Артем Драбкин
Я дрался на «Тигре». Немецкие танкисты рассказывают
© Драбкин А. , 2015
© ООО «Яуза-пресс», 2015
Отто Кариус
– Здравствуйте! Да вы еще и с моей фотографией! Ochen’ khoroscho! Это же фотография динозавра! Ochen’ khoroscho!
– Для своих лет вы очень хорошо выглядите, так что вы не динозавр.
– Запись все время работает? Тогда мне нужно вести себя прилично.
– Вопросы, которые мы зададим, это не только наши вопросы, это вопросы большого сообщества русских любителей военной истории, которые читали вашу книгу и хотят уточнить детали, особенно относящиеся к первому периоду войны.
Хотелось бы начать разговор с того самого боя в Малиново.

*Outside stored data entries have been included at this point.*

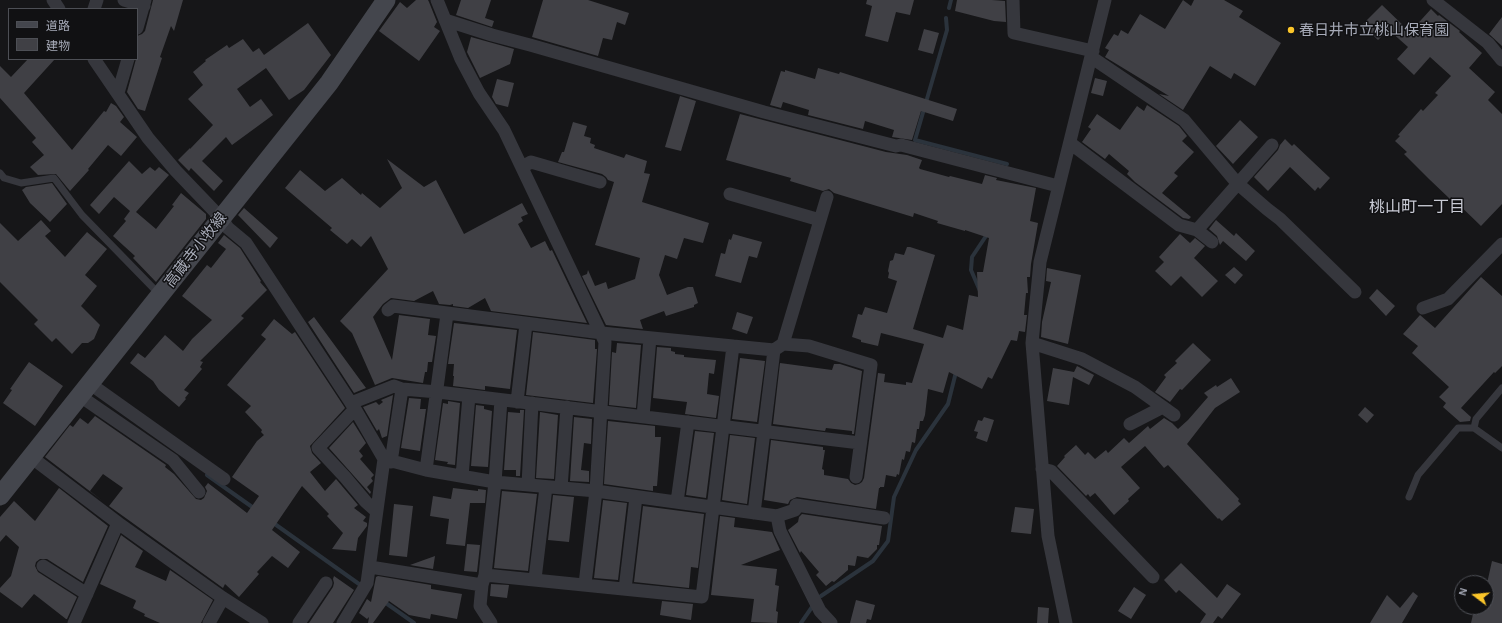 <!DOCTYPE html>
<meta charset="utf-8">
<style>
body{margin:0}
#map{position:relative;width:1502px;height:623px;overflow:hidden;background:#161618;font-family:"Alegreya Sans","Noto Sans JP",sans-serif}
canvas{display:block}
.legend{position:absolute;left:8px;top:8px;width:130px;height:52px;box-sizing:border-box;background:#111113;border:1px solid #4d4f55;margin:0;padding:5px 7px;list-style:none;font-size:12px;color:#a7abb8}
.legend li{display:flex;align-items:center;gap:8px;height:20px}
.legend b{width:20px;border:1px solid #4d4f55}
.north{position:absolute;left:1454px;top:575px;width:40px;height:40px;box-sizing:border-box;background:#111113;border:1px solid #4d4f55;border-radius:50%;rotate:286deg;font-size:11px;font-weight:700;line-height:16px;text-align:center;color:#a7abb8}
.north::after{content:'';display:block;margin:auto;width:14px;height:18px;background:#fbc62a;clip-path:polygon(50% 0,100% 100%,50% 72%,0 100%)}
</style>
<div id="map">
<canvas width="1502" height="623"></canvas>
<ul class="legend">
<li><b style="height:5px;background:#44464d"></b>道路</li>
<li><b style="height:11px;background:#404045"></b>建物</li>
</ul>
<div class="north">N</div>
</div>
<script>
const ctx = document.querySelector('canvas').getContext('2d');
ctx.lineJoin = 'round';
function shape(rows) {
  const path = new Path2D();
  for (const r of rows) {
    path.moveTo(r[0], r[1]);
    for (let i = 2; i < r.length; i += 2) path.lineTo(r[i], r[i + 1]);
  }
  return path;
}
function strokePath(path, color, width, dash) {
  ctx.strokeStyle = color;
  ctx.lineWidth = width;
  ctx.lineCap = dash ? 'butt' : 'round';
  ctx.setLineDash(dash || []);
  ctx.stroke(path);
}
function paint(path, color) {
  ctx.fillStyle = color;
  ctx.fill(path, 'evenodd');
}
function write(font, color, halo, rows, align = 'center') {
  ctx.font = font + ' "Alegreya Sans","Noto Sans JP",sans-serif';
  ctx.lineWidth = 3;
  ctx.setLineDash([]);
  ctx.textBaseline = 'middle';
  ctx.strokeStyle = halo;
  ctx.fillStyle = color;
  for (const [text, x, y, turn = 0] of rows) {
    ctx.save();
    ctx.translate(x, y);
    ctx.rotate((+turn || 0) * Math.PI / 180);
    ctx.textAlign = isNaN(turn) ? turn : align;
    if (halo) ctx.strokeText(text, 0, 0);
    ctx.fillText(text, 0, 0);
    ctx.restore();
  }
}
strokePath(shape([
 [949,8,951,0],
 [946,18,947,30,915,140,1007,164],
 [980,291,971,270,972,257,988,233],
 [207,475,255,509],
 [272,522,359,584],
 [821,596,873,561,888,541,894,497,916,450,948,404,956,372],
 [383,601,414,623],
 [801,623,812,607]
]), '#2b333c', 4);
paint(shape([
 [153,0,183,0,174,31,171,26,160,57,162,58,145,111,138,109,127,92,136,59,137,59,137,36,142,34,145,31],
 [416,0,428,0,429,2,437,22,434,27,440,31,419,61,379,31,400,2,407,8],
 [461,0,491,0,485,18,494,21,492,27,456,15],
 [543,0,588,0,629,13,625,25,617,22,612,40,603,38,598,56,532,37],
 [867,0,914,0,910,15,896,12,888,42,865,36,872,6,866,4],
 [957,0,992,0,1005,1,1006,22,994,21,955,11],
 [1183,0,1191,6,1194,0,1224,0,1243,11,1239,17,1281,43,1255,86,1234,73,1231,79,1210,66,1183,110,1159,94,1169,96,1105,57,1109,50,1105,48,1114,34,1118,36,1121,30,1128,34,1140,14,1165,29],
 [1382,5,1408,30,1410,28,1412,30,1431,9,1438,16,1439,15,1460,31,1459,32,1482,53,1469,68,1495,92,1488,100,1502,114,1502,204,1481,226,1451,197,1450,199,1429,179,1404,154,1407,152,1395,141,1400,136,1398,135,1421,109,1423,111,1438,95,1435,93,1451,76,1430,57,1414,75,1397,59,1408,47,1390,31,1385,37,1383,35,1378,40,1362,25],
 [1502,17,1502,46,1489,34],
 [308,23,331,55,304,90,289,100,266,68,237,89,250,107,261,99,273,115,232,145,226,137,202,161,223,181,214,191,191,168,189,171,178,160,190,148,190,149,213,125,188,99,203,85,193,72,206,61,205,60,227,45,229,48,243,39,253,52,259,48,264,55],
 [924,29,939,33,933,54,918,50],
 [471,37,514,49,510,64,480,78,467,52],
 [28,59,55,59,24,93,72,150,104,111,106,112,111,103,116,106,124,117,120,122,137,137,121,156,108,145,88,169,89,170,70,191,56,174,38,175,30,167,44,155,32,142,36,138,0,98,0,66,11,77],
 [818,68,839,74,840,72,957,109,953,121,921,111,912,140,892,137,894,130,865,121,863,129,808,115,809,110,783,102,781,108,770,105,781,71,785,72,785,70,815,79],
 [1095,78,1107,81,1103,96,1091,93],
 [497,79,514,83,508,107,496,104,492,97],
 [680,96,696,101,681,151,665,147],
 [1147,105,1179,126,1187,136,1182,141,1194,152,1174,173,1178,176,1162,193,1191,217,1189,219,1183,218,1135,182,1127,174,1129,171,1109,154,1105,159,1082,142,1091,129,1088,127,1097,114,1120,130,1137,106,1144,111],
 [740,114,886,152,907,155,922,160,919,168,920,169,949,177,950,176,982,184,985,175,997,178,996,180,1036,188,1030,221,1038,223,1031,264,1030,277,1027,277,1028,293,1026,293,1024,315,1027,315,1025,332,1019,331,1017,341,1011,340,992,379,988,377,982,389,949,372,943,393,928,389,925,415,923,421,920,421,919,429,917,429,915,443,912,442,910,452,906,451,904,460,902,459,899,475,897,474,896,477,886,475,884,487,880,487,880,488,879,488,876,509,797,497,790,500,788,504,764,500,771,440,823,447,823,450,825,450,822,469,824,470,824,475,848,479,851,483,855,485,859,484,862,482,864,478,878,373,885,374,884,382,906,385,906,382,912,383,924,344,881,333,878,346,861,342,861,340,852,337,858,314,862,315,865,307,887,313,897,281,888,278,889,273,888,271,890,261,893,260,895,253,904,255,907,247,910,247,935,255,913,329,943,338,947,325,963,330,969,295,978,297,977,272,983,272,989,238,965,230,965,231,937,223,938,221,914,213,913,217,834,193,829,189,823,191,790,181,791,178,726,160],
 [1240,120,1258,137,1233,164,1216,146],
 [573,122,587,126,584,136,591,138,590,143,595,145,594,148,624,158,626,154,647,161,644,173,650,174,642,202,709,223,703,243,684,238,677,259,665,255,659,275,667,295,688,287,693,287,698,303,694,305,694,307,666,316,664,311,640,320,643,329,606,325,582,276,587,274,588,270,595,286,606,282,608,289,635,279,640,258,595,245,614,182,608,180,606,177,602,174,558,162,562,152,564,152],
 [1285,139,1292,146,1294,144,1330,178,1320,189,1318,187,1315,191,1290,167,1268,191,1254,177,1278,150,1280,145],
 [387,159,424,187,436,180,464,234,522,203,528,214,521,217,523,221,518,224,531,248,545,241,550,251,552,250,587,323,491,311,485,298,468,308,453,306,453,304,450,305,439,304,433,291,414,301,391,298,383,304,373,317,392,360,399,315,430,319,428,335,436,336,432,362,428,362,427,372,425,372,423,383,392,378,375,385,352,333,340,321,388,269,371,236,361,247,352,239,347,244,330,230,332,228,285,188,300,170,325,191,342,178,361,195,362,193,380,208,402,188],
 [129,161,142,174,150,167,155,171,159,167,169,175,136,212,156,229,174,206,172,205,181,193,206,214,206,219,156,282,133,258,135,256,113,236,126,221,124,219,130,211,114,197,99,214,90,205],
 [52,183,67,204,50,222,30,203,22,190,26,187],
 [244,208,278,238,270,248,238,215],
 [41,220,51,231,45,236,65,257,87,232,107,249,85,275,97,286,81,306,100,325,94,339,88,343,82,343,72,354,56,338,52,342,34,324,38,320,0,282,0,223,18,241],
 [1216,220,1234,236,1236,233,1255,251,1246,261,1223,241,1220,245,1217,236,1209,229],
 [733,234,762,242,757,258,749,256,741,283,715,276,721,253,725,254,729,239,731,240],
 [1180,234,1190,243,1195,238,1205,246,1194,258,1218,281,1202,297,1181,276,1171,286,1155,271,1164,262,1159,257],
 [224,235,240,248,261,281,260,282,267,290,241,316,244,318,200,361,203,362,200,367,202,369,184,390,189,393,185,398,186,399,179,407,159,390,153,381,130,363,138,353,145,358,165,335,183,351,192,339,212,320,182,296,207,265,211,268,226,249,218,243],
 [1234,267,1243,275,1235,284,1225,275],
 [1047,268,1081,275,1068,344,1041,337,1042,322,1051,282,1046,281],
 [1481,277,1502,296,1502,366,1495,373,1494,372,1461,408,1471,417,1470,421,1460,422,1443,407,1446,403,1439,397,1449,387,1412,353,1418,346,1403,334,1420,315,1435,328],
 [1377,289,1395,306,1386,316,1369,298],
 [737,312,753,317,747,334,732,329],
 [314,317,366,388,354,393,308,322],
 [274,319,292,334,295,332,345,408,310,446,312,453,321,463,310,472,325,491,336,479,358,505,354,508,366,517,363,521,367,523,367,526,358,538,356,551,332,549,343,533,327,516,329,514,302,486,272,530,300,552,288,568,272,556,257,572,259,574,239,597,225,584,223,588,109,506,123,488,103,474,90,491,104,502,45,457,70,425,73,427,80,418,88,424,95,416,166,465,165,467,174,474,196,499,201,500,204,498,207,491,205,487,208,483,247,513,259,496,232,477,257,441,264,435,261,432,262,430,245,412,251,406,227,385,266,339,261,335],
 [454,323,517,330,510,389,485,386,485,390,453,386,454,376,453,376,454,364,448,364],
 [533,332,595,340,595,349,597,349,593,403,526,395],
 [617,343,641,345,636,408,609,405,612,352,616,353],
 [1193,343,1211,360,1182,390,1180,389,1170,402,1155,392,1166,377,1164,375,1177,363,1175,361],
 [657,347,671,348,671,351,675,352,675,354,684,355,684,357,716,360,714,374,709,373,707,394,719,396,716,418,685,414,687,402,653,398],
 [740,358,765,361,757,422,732,419],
 [29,362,63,386,35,426,3,403,12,390,10,389],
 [780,363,832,370,834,364,840,364,862,371,854,434,852,434,852,431,826,428,825,431,773,424],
 [1077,366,1094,375,1089,385,1073,377,1069,405,1047,401,1053,368,1074,372],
 [1231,378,1240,392,1215,408,1187,444,1239,499,1238,501,1241,504,1222,521,1219,518,1218,519,1168,465,1164,468,1145,446,1121,467,1140,488,1128,499,1129,501,1114,515,1095,493,1090,497,1088,494,1086,496,1057,466,1065,457,1064,456,1076,445,1085,455,1088,452,1095,459,1106,450,1108,453,1124,438,1129,443,1148,426,1150,429,1164,418,1172,423,1178,429,1188,420,1208,397,1204,393,1216,385,1217,387],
 [393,395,387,436,382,438,379,429,377,431,363,407,376,402,379,405,383,402,381,400],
 [409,398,421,399,420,409,426,409,420,451,401,448],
 [448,401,460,403,455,465,447,464,448,462,435,460,443,403,448,404],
 [476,405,484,406,484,409,492,411,488,467,471,466],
 [1365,407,1374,415,1367,423,1358,415],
 [520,410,524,410,520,476,516,476,516,470,504,470,508,412,520,413],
 [540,412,558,415,554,479,536,478],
 [574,417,592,419,591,444,584,443,581,470,589,471,589,482,570,481],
 [984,417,994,420,987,442,976,438,978,432,974,431,978,420,982,421],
 [608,421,655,426,655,437,661,437,657,486,653,486,653,491,604,484],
 [353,422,366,443,359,451,363,456,360,459,374,475,371,478,373,481,367,487,371,492,370,494,329,448],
 [695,431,714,433,706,498,686,495],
 [730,435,755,438,747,504,722,500],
 [59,488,108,526,83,582,47,559,40,559,36,562,35,566,38,572,77,597,67,619,66,619,34,594,22,608,0,592,0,588,11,576,19,547,6,535,0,542,0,517,14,501,35,521],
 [453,488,478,491,478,489,486,490,485,503,470,503,465,546,446,544,449,519,430,516,433,496,451,499],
 [502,491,537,494,528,571,494,568],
 [553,495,574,497,569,542,548,540],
 [603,500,627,503,618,580,594,578],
 [394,504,413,506,407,557,389,555],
 [643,506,704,514,698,568,691,567,689,588,634,582],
 [1015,507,1034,509,1031,534,1011,532],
 [802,514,882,526,879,545,877,545,877,549,868,558,857,556,855,566,848,565,848,570,834,582,832,581,826,586,816,575,819,572,801,551,800,553,788,530,798,522,799,517],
 [720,516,735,518,734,527,772,532,780,550,741,565,777,569,775,585,779,586,776,611,778,612,777,623,751,622,754,599,711,595],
 [121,535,143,551,135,567,166,581,170,570,213,600,201,623,160,623,144,616,145,614,133,608,136,601,135,600,100,584],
 [467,544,480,545,477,572,464,571],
 [435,556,433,569,410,565],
 [1492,561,1502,564,1502,623,1471,623,1474,610,1478,611,1479,607,1486,607,1486,588],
 [1181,563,1217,598,1227,584,1241,594,1222,619,1218,616,1213,623,1200,623,1206,614,1179,590,1176,593,1164,580],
 [334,576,354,590,333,623,309,623,333,587,334,583,333,579],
 [378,576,431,585,431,589,462,594,457,619,431,614,430,619,409,615,389,601,373,623,368,623,369,617,367,619,359,613,367,599,371,602,376,577],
 [491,584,509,585,507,598,490,596],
 [1134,587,1146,595,1131,619,1118,611],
 [1413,592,1418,596,1402,623,1370,623,1387,595,1400,608],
 [856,600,875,605,871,620,867,619,866,623,850,623],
 [662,601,693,604,691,620,660,615],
 [1038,607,1049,608,1048,623,1037,623]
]), '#404045');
strokePath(shape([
 [0,173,4,178,21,183,54,178,82,215,160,295],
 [1474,428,1476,419,1502,388],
 [1409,497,1418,475,1458,428,1474,428,1502,448]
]), '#36373d', 7);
strokePath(shape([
 [53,0,59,9],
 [124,0,144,6],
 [437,0,461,59,479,93,504,130,605,342,596,491,585,584],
 [1013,0,1014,33,1093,51],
 [1433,0,1488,43,1502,60],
 [94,9,97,0],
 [445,20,492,35,530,45,764,112,896,146,901,145,1058,186],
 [137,28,145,0],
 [1091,57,1184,120,1237,183,1267,209,1280,219,1355,292],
 [94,59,148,138,176,171,221,218,228,228,246,243,355,409,384,459,367,583,343,623],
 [118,93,128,59],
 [1070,143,1179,225,1197,230,1272,145],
 [522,167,531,162,600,182],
 [730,194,820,220],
 [1197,230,1212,242],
 [1423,308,1448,299,1502,244],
 [388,310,393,306,602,333,733,346,774,350,783,344,809,346,871,365,856,477],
 [1032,343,1082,359,1135,387,1174,415],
 [783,344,827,197],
 [89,383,224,479],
 [80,396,173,460,199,492],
 [517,402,526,324],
 [351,403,394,386,402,389,438,392,860,443],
 [355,409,318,448,345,477,366,502,376,511],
 [643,416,650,338],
 [1130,424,1163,407],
 [31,457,118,523,223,598,262,623],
 [384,459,426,470,495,482,596,491,777,516,795,510,796,505,884,518],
 [391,462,402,389],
 [1042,469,1051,471,1153,577],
 [426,470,447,314],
 [462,476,469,396],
 [528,485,532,403],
 [561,488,567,407],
 [677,502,688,422],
 [754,513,774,350],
 [777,516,780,531,820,611,831,623],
 [43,566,87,594],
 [370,567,482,585],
 [485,575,702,597,733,346],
 [535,579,546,487],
 [625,589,636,497],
 [74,623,118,523],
 [209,623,223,598],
 [299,623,326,583],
 [491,623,480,606,482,585,485,575,495,482,501,400],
 [1066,623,1048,536,1032,343,1040,262,1105,0]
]), '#36373d', 13);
strokePath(shape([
 [0,496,329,83,386,0]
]), '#44464d', 19);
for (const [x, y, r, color] of [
 [1291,30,4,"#fbc62a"]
]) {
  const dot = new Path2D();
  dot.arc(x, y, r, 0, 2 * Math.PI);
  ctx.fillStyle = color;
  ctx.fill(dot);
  strokePath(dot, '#111113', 1.5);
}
write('15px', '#a7abb8', '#111113', [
 ["春日井市立桃山保育園",1299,30]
], 'left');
write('15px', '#a7abb8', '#111113', [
 ["高蔵寺小牧線",196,250,-52]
]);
write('16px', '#c8cad4', '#111113', [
 ["桃山町一丁目",1417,207]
]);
</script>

У нас есть две фотографии…
– Малиново! О да.
– В этот день там погибли два Героя Советского Союза, оба были командирами батальонов. У меня есть фотографии этих двоих, и я бы хотел, чтобы вы на них посмотрели. Может быть, вы кого-то вспомните. Один из них сгорел в танке, а второй…
– Сразу могу сказать, что я их не видел.
– Но того, который застрелился, вы видели?
– Нет. Солдаты видели, они потом мне рассказали. А я сам не видел.
– У вас в книге написано, что вы видели награду?
– Лично не видел. Но те, кто докладывал, сказали, что оставили награду на погибшем. Ее никто не снимал! Мы так никогда не поступали. Этим потом занимались американцы – они снимали все подряд.
Я не воевал ни с погибшими, ни с пленными. Более того, я не стрелял, если танк противника уже побежден и экипаж покинул его. Мы были очень потрясены, когда узнали, что в современном Бундесвере молодые танкисты упражняются воевать с экипажем, после того как он покинул танк. У меня в роте это было не принято.
В Дюнабурге [Даугавпилс] мне запомнился один пленный, который потерял ногу. Я предложил ему сигарету. Он ее не взял, а одной рукой сам свернул себе самокрутку.
Я никогда не понимал, как они это делают.
Makhorka! Они были немного примитивные. В основном пехота, разумеется. Технические войска уже никак нельзя назвать примитивными.Многие сотни русских погибли совершенно бессмысленно, потому что их необдуманно бросили в бой. Например, наступая через Нарву. 500–600 человек погибали каждую ночь… Они лежали там на льду. Это же чистое безумие.
У нас такое происходило реже. Мы не могли позволить себе подобной роскоши, потому что у нас было намного меньше людей. Но тоже случалось, что от батальона после атаки оставалось 10 человек. От целого батальона!
– Вернемся в 1940 год. В Шлезвиг-Гольштейне вы обучались на заряжающего?
– Да, тогда я был рекрут. Отрабатывали все, что нужно заряжающему танкового орудия. Сверх того существовала обычная армейская подготовка – строевая, приветствие и прочее. И еще отрабатывали то, что необходимо для выживания. Почему я еще жив, так это благодаря тем тренировкам.
– Как командир танка давал вам команды – руками, голосом или через переговорное устройство?
– У нас имелось радио. А вот у наших противников связь была намного хуже. Как с точки зрения техники, так и по профессионализму персонала. Если бы было по-другому, то мы бы проиграли войну уже в 1942 году. Ну и конечно, у русских были проблемы в руководстве и в поведении отдельных членов экипажа танка. Я ни разу не видел, чтобы русский командир танка выглядывал из люка во время боя. Это было нашим счастьем и несчастьем нашего тогдашнего противника.